When I went to summer camp in New Jersey in the late 90s and 2000s, we heard about Cropsey. The legend left only a broad impression—a man, a fire, a daughter, the woods. We learned the story on Initiation Night, when the oldest campers slept over in the woods behind what we so-lovingly called “The Pavilion,” a large wooden bandstand with a roof, surrounded by forest on one side and a large grassy field on the other. Many of us had been going to that camp for most of our lives at that point; the legend of initiation promised to unveil secrets. One such mystery was the tale of Cropsey, shared while making smores around a gigantic bonfire doused in lighter fluid. The other was the initiation itself, foretold only by screams from those led across the Pavilion and into the field.
I recall the details of the latter clearly. Cropsey’s story is murkier, which is entirely sensible. His “job” was to scare us. The details didn’t matter. All he needed to do was form a cloud of terror in our minds— the more nebulous the better.
Joshua Zeman and Barbara Brancaccio’s Cropsey (2009) understands this fact both concretely and abstractly. On the surface, it explores the possibility that Andre Rand, a former worker at the deeply abusive Willowbrook State School on Staten Island, NY who later lived (with other former employees) in tunnels under the facility, might be the source for the legend. Rand’s mother lived in a mental institution like that seen in the horrifying Frederick Wiseman documentary Titicut Follies (1967). Already convicted of child abuse, Rand makes the perfect suspect in a spate of kidnappings from the 70s and 80s. Did he do it?
Cropsey won’t answer that question because it can’t. That alone constitutes candor and thoughtfulness rarely seen in the age of the Netflix true crime series. Nothing is left out here; the fact is that we just don’t know.
The movie’s form exploits this fact, coming across more like a horror movie with archival footage than a scintillating gorefest. Like the Cropsey legend itself, it becomes scary once the lights are off and you’re tucked in bed. The filmmakers create an atmosphere horrifying not in the details of murders (only two bodies are found), but in what would otherwise be ancillary signs—graffiti in tunnels, soft soil, unfocused eyes topping a drooling mouth, cars driving a little too slowly.
In this sense, Cropsey strikes me as the unmasking of the ever-growing true crime industry. I say that as a fan, at least in the abstract. I love horror movies; I am fascinated by the macabre. I understand the whole Rob Zombie impulse. But too often the industry ends up venerating these killers, not overtly like a letter writer to Richard Ramirez, but more broadly, by being fascinated by their bizarreness. The things these (mostly) men do are so strange, so utterly inhuman that they command our attention. But anyone who has taken in enough about serial killers knows that, in fact, they are often boring. John Wayne Gacy and Dennis Rader were both petty tyrants with no self-awareness whatsoever. Ed Kemper had mommy issues. Peter Sutcliffe hated women; “the Yorkshire Ripper” exceeded simple misogyny. In a way, their simplicity is part of what allows them to turn to killing so compulsively. Typical human complexity disallows serial killing.

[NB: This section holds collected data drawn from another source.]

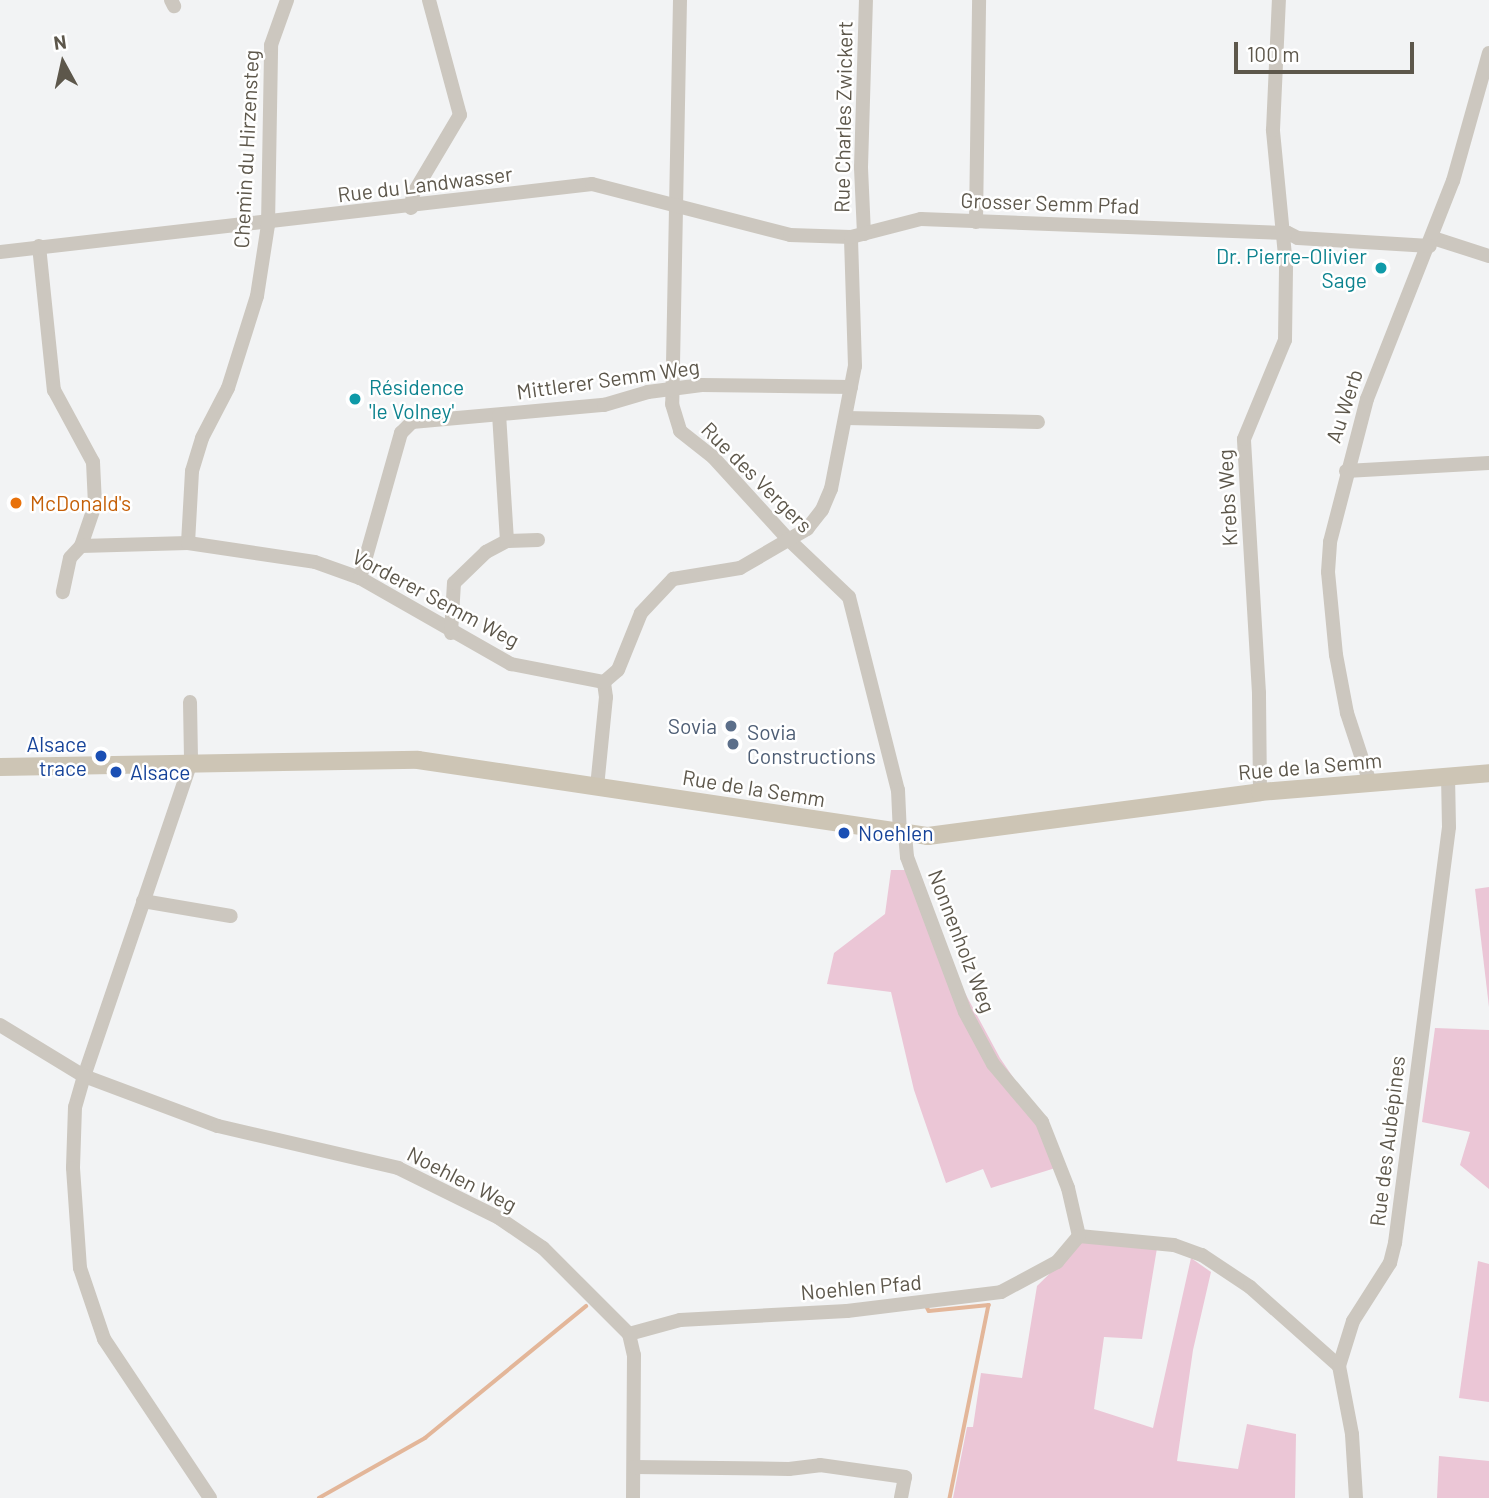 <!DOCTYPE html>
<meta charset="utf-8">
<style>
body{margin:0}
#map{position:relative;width:1489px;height:1498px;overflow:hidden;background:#f2f3f4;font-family:Barlow,sans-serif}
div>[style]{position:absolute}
.green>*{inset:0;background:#ebc6d6}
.stream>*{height:3.5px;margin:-1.75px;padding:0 1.75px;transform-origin:1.75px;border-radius:1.75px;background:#e3b699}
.minor>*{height:14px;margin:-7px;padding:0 7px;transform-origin:7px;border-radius:7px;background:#ccc7bf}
.major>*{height:18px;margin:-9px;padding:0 9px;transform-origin:9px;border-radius:9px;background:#cdc5b5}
.dots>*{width:19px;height:19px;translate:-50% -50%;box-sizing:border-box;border:4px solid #fff;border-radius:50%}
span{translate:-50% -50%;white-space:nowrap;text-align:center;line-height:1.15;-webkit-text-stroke:5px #fff;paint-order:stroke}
.street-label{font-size:21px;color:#5d574b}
.culture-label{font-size:21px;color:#0d838f}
.right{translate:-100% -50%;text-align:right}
.left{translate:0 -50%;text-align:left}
.food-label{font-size:21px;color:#c56008}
.service-label{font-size:21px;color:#4e5e75}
.transit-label{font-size:21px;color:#164399}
.north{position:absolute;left:28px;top:28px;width:70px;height:70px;-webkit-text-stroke:5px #fff;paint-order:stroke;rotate:352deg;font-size:19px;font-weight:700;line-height:28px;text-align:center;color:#5d574b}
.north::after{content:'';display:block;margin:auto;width:24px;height:32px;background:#5d574b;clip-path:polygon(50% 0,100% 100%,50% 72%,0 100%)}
.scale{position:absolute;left:1234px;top:42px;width:180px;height:32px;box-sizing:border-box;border:4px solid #5d574b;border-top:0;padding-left:9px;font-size:21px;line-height:24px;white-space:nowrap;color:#5d574b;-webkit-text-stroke:5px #fff;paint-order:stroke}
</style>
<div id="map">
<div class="green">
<div style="clip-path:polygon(891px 870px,919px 870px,959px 982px,1000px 1058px,1055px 1139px,1065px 1165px,991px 1188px,983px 1169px,946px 1183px,914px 1090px,891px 992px,827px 984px,834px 953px,885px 914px)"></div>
<div style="clip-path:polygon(1489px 887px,1489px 1007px,1475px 889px)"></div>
<div style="clip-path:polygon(1435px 1028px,1489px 1030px,1489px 1189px,1460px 1165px,1470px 1132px,1422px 1122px)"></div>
<div style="clip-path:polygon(1085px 1239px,1158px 1242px,1142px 1339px,1104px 1337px,1094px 1409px,1153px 1428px,1191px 1258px,1211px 1272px,1193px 1350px,1177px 1461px,1238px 1469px,1247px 1424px,1296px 1434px,1295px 1498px,953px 1498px,967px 1427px,973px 1427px,981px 1373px,1022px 1378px,1037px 1286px)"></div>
<div style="clip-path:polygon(1478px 1261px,1489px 1264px,1489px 1402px,1459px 1398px)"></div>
<div style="clip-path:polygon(1439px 1456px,1489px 1461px,1489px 1498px,1437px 1498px)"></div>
</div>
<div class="stream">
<div style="left:927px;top:1307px;width:4px;rotate:63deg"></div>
<div style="left:929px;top:1311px;width:60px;rotate:-5.7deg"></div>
<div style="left:989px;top:1305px;width:197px;rotate:101.4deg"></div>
<div style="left:319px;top:1498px;width:122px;rotate:-29.5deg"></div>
<div style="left:425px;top:1438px;width:208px;rotate:-39.3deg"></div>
</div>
<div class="minor">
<div style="left:171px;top:0;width:7px;rotate:63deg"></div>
<div style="left:680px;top:0;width:404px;rotate:91.1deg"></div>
<div style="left:672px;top:404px;width:28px;rotate:73deg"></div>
<div style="left:680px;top:431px;width:42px;rotate:38.2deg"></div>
<div style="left:713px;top:457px;width:111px;rotate:47.6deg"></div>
<div style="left:788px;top:539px;width:84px;rotate:43.6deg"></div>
<div style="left:849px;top:597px;width:199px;rotate:75.8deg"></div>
<div style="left:898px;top:790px;width:44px;rotate:87.4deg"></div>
<div style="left:411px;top:208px;width:14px;rotate:-82deg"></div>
<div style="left:413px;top:194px;width:92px;rotate:-59.3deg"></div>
<div style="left:460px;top:115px;width:119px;rotate:-105.1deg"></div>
<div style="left:976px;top:222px;width:222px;rotate:-89.2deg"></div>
<div style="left:864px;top:234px;width:67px;rotate:-92.6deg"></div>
<div style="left:861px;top:167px;width:167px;rotate:-88.3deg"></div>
<div style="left:1433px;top:238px;width:59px;rotate:17.8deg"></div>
<div style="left:39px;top:246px;width:145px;rotate:84.1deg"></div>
<div style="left:54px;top:390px;width:82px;rotate:61.6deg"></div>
<div style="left:93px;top:462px;width:43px;rotate:87.3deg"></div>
<div style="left:95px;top:505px;width:43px;rotate:108.9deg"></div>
<div style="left:81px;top:546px;width:16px;rotate:133deg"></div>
<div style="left:70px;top:558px;width:35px;rotate:102deg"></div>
<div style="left:0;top:252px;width:596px;rotate:-6.55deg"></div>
<div style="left:592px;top:184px;width:204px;rotate:14.4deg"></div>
<div style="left:790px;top:235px;width:61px;rotate:1.9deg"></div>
<div style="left:846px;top:418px;width:192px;rotate:1.2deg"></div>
<div style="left:1346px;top:471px;width:143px;rotate:-3.2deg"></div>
<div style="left:507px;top:541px;width:31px;rotate:-2deg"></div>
<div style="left:188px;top:543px;width:72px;rotate:-86.8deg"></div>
<div style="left:192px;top:471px;width:34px;rotate:-73deg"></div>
<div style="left:202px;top:438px;width:56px;rotate:-62.5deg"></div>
<div style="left:228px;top:388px;width:96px;rotate:-72.5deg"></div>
<div style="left:257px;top:296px;width:72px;rotate:-81.2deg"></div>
<div style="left:268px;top:225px;width:180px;rotate:-89deg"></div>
<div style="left:271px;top:45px;width:48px;rotate:-70.4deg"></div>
<div style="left:81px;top:546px;width:107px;rotate:-1.6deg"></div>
<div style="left:188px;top:543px;width:128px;rotate:8.5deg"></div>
<div style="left:315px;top:562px;width:48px;rotate:19.6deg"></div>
<div style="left:360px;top:578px;width:174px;rotate:29.7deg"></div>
<div style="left:511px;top:664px;width:95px;rotate:11deg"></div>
<div style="left:360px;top:578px;width:151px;rotate:-74.2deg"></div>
<div style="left:401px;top:433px;width:16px;rotate:-45deg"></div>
<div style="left:412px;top:422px;width:193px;rotate:-5.1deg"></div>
<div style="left:604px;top:405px;width:46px;rotate:-16.5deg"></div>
<div style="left:648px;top:392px;width:54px;rotate:-7.4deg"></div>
<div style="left:702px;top:385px;width:149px;rotate:0.8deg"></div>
<div style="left:451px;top:633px;width:50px;rotate:-86.6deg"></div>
<div style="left:454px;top:583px;width:45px;rotate:-44.1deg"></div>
<div style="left:486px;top:552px;width:24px;rotate:-28deg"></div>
<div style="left:507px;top:541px;width:126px;rotate:-93.6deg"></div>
<div style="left:190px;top:702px;width:60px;rotate:89deg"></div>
<div style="left:191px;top:762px;width:332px;rotate:108.8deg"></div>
<div style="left:84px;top:1076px;width:143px;rotate:20.5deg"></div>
<div style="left:218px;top:1126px;width:185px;rotate:13.1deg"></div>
<div style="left:398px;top:1168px;width:113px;rotate:26.3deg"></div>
<div style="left:499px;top:1218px;width:53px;rotate:34.3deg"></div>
<div style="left:543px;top:1248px;width:122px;rotate:45deg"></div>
<div style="left:629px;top:1334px;width:22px;rotate:77deg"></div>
<div style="left:634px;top:1355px;width:143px;rotate:90.4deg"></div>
<div style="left:1370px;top:783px;width:74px;rotate:-108.2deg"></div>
<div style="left:1347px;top:713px;width:59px;rotate:-100.7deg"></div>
<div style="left:1336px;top:655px;width:83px;rotate:-95.5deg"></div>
<div style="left:1328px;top:572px;width:30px;rotate:-86deg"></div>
<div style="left:1330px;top:542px;width:148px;rotate:-75.5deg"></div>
<div style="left:1367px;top:399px;width:234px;rotate:-68.5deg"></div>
<div style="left:1453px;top:181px;width:133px;rotate:-74.3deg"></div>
<div style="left:597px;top:787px;width:90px;rotate:-84.3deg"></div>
<div style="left:606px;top:697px;width:15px;rotate:-98deg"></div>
<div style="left:604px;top:682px;width:18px;rotate:-41deg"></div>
<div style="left:618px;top:670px;width:61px;rotate:-68deg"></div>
<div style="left:641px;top:613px;width:47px;rotate:-46.7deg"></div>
<div style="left:673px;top:579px;width:68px;rotate:-9.3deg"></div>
<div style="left:740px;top:568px;width:78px;rotate:-30.2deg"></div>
<div style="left:807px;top:529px;width:24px;rotate:-52deg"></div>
<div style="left:822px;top:510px;width:23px;rotate:-67deg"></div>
<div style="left:831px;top:489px;width:125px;rotate:-79deg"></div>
<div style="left:855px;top:366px;width:129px;rotate:-91.8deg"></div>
<div style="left:851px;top:237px;width:72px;rotate:-14.4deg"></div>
<div style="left:921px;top:219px;width:367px;rotate:2.2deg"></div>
<div style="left:1288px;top:233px;width:11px;rotate:27deg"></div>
<div style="left:1298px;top:238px;width:132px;rotate:3.5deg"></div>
<div style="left:1260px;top:792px;width:99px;rotate:-90.6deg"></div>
<div style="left:1259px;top:693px;width:254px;rotate:-93.4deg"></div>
<div style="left:1244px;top:439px;width:107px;rotate:-67.5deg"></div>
<div style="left:1285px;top:340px;width:74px;rotate:-89.2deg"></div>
<div style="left:1286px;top:266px;width:137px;rotate:-95.5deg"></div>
<div style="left:1273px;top:130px;width:130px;rotate:-87.4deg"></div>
<div style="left:905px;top:834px;width:23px;rotate:85deg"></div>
<div style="left:907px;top:857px;width:165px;rotate:69.5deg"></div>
<div style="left:965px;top:1012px;width:59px;rotate:61.7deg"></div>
<div style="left:993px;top:1064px;width:76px;rotate:49.8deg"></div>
<div style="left:1042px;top:1122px;width:71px;rotate:68.5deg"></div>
<div style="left:1068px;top:1188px;width:49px;rotate:77.1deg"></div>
<div style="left:1079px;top:1236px;width:95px;rotate:5.4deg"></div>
<div style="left:1174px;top:1245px;width:30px;rotate:20deg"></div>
<div style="left:1202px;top:1255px;width:58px;rotate:33.7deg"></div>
<div style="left:1250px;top:1287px;width:119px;rotate:41.6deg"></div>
<div style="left:143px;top:901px;width:89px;rotate:9.7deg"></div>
<div style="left:0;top:1025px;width:98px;rotate:31.3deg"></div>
<div style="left:84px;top:1076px;width:32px;rotate:106deg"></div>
<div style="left:75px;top:1107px;width:61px;rotate:91.9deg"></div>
<div style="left:73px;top:1168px;width:100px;rotate:86deg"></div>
<div style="left:80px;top:1268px;width:75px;rotate:71.3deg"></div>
<div style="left:104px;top:1339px;width:191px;rotate:56.3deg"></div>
<div style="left:629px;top:1334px;width:53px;rotate:-15.4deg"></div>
<div style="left:680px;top:1320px;width:167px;rotate:-3.1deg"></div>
<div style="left:847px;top:1311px;width:155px;rotate:-7deg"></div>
<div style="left:1001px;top:1292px;width:64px;rotate:-28.2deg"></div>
<div style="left:1057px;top:1262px;width:34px;rotate:-50deg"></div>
<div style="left:634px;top:1467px;width:155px;rotate:0.7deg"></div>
<div style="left:789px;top:1469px;width:31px;rotate:-7deg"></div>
<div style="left:820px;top:1465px;width:86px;rotate:8deg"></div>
<div style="left:905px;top:1477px;width:21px;rotate:101deg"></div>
<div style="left:1356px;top:1498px;width:64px;rotate:-93.6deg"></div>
<div style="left:1352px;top:1434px;width:69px;rotate:-100.8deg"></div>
<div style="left:1339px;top:1366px;width:47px;rotate:-72.7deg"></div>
<div style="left:1353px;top:1321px;width:69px;rotate:-57.5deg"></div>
<div style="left:1390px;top:1263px;width:21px;rotate:-76deg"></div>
<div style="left:1395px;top:1243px;width:419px;rotate:-82.6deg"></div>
<div style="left:1449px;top:827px;width:51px;rotate:-91.1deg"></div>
</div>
<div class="major">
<div style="left:0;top:767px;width:418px;rotate:-1deg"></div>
<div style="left:418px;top:760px;width:516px;rotate:8.48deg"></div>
<div style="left:928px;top:836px;width:335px;rotate:-7.5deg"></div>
<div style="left:1260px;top:792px;width:230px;rotate:-4.7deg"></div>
</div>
<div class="dots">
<div style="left:1381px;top:268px;background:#0f9aa8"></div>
<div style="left:355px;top:399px;background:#0f9aa8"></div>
<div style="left:16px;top:503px;background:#e8710a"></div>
<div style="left:731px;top:726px;background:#5c6f8a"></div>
<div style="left:733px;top:744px;background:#5c6f8a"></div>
<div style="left:101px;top:756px;background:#1a4fb4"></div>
<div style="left:116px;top:772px;background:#1a4fb4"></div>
<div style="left:844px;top:833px;background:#1a4fb4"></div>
</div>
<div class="street-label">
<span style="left:843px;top:117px;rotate:-89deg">Rue Charles Zwickert</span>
<span style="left:246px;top:149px;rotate:-87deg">Chemin du Hirzensteg</span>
<span style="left:425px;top:184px;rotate:-7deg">Rue du Landwasser</span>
<span style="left:1050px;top:203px;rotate:2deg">Grosser Semm Pfad</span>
<span style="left:608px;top:379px;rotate:-8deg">Mittlerer Semm Weg</span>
<span style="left:1344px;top:406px;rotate:-72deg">Au Werb</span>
<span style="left:757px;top:477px;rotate:45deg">Rue des Vergers</span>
<span style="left:1227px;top:498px;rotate:-93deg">Krebs Weg</span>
<span style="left:436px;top:598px;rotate:28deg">Vorderer Semm Weg</span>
<span style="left:1310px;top:766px;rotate:-5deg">Rue de la Semm</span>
<span style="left:754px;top:788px;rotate:9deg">Rue de la Semm</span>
<span style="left:962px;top:941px;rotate:69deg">Nonnenholz Weg</span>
<span style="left:1387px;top:1141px;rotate:-83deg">Rue des Aubépines</span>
<span style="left:462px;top:1179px;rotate:27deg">Noehlen Weg</span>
<span style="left:861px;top:1287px;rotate:-5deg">Noehlen Pfad</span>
</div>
<div class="culture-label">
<span class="right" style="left:1367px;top:268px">Dr. Pierre-Olivier<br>Sage</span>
<span class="left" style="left:369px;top:399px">Résidence<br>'le Volney'</span>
</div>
<div class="food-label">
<span class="left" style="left:30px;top:503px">McDonald's</span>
</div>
<div class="service-label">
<span class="right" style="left:717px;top:726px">Sovia</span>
<span class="left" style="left:747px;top:744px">Sovia<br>Constructions</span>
</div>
<div class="transit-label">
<span class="right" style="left:87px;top:756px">Alsace<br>trace</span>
<span class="left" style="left:130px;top:772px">Alsace</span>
<span class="left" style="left:858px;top:833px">Noehlen</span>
</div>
<div class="north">N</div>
<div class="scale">100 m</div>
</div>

Zeman and Brancaccio’s film gets behind this mystique to show us that the nebulous is the truly terrifying. Once we’ve seen the monster’s face, it’s less of a monster (hence, the Golden State Killer would scream “don’t look at me!”). If Rand is guilty, the legend he has become will have struck more fear in the hearts of children than the crimes he has committed.
Cropsey lets our imaginations run wild, providing just enough visual detail to feed the darker parts of our psyche, the parts that fear the unknown, that want the truth but can’t have it. In those shadows, like those of Willowbrook or Bridgewater, reside the true horrors of our existence—the sites of abuse and terror we’d rather forget, pushed back into the very shadows that gave them birth. They lurk, incomprehensible, but half-understood, like an auditory hallucination. Cropsey the legend stands in for all that must be discarded in fact and in our imaginations. Rand may die in jail, but the fear lives on.